— Activity —
Transcribe the listing below in full, keeping every line exactly as it is.

— Data shown —
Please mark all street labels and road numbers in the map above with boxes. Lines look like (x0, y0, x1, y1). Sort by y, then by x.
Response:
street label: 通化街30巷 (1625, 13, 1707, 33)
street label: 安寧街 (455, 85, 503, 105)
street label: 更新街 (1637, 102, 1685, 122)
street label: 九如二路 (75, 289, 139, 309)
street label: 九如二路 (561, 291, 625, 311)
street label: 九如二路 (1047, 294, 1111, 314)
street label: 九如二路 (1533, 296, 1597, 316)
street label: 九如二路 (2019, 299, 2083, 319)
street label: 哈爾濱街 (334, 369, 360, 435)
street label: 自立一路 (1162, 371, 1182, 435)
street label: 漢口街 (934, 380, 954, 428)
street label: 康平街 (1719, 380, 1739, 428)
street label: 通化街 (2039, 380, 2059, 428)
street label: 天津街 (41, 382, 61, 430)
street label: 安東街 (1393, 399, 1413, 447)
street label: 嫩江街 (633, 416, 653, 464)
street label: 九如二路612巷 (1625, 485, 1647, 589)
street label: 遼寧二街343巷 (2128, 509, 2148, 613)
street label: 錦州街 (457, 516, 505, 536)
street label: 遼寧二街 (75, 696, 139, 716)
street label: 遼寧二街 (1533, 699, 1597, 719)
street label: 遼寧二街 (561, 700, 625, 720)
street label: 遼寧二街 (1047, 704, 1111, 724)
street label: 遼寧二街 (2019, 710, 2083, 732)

— Output of the task —
Please mark all street labels and road numbers in the map above with boxes. Lines look like (x0, y0, x1, y1). Sort by y, then by x.
Response:
street label: 通化街30巷 (1625, 13, 1707, 33)
street label: 安寧街 (455, 85, 503, 105)
street label: 更新街 (1637, 102, 1685, 122)
street label: 九如二路 (75, 289, 139, 309)
street label: 九如二路 (561, 291, 625, 311)
street label: 九如二路 (1047, 294, 1111, 314)
street label: 九如二路 (1533, 296, 1597, 316)
street label: 九如二路 (2019, 299, 2083, 319)
street label: 哈爾濱街 (334, 369, 360, 435)
street label: 自立一路 (1162, 371, 1182, 435)
street label: 漢口街 (934, 380, 954, 428)
street label: 康平街 (1719, 380, 1739, 428)
street label: 通化街 (2039, 380, 2059, 428)
street label: 天津街 (41, 382, 61, 430)
street label: 安東街 (1393, 399, 1413, 447)
street label: 嫩江街 (633, 416, 653, 464)
street label: 九如二路612巷 (1625, 485, 1647, 589)
street label: 遼寧二街343巷 (2128, 509, 2148, 613)
street label: 錦州街 (457, 516, 505, 536)
street label: 遼寧二街 (75, 696, 139, 716)
street label: 遼寧二街 (1533, 699, 1597, 719)
street label: 遼寧二街 (561, 700, 625, 720)
street label: 遼寧二街 (1047, 704, 1111, 724)
street label: 遼寧二街 (2019, 710, 2083, 732)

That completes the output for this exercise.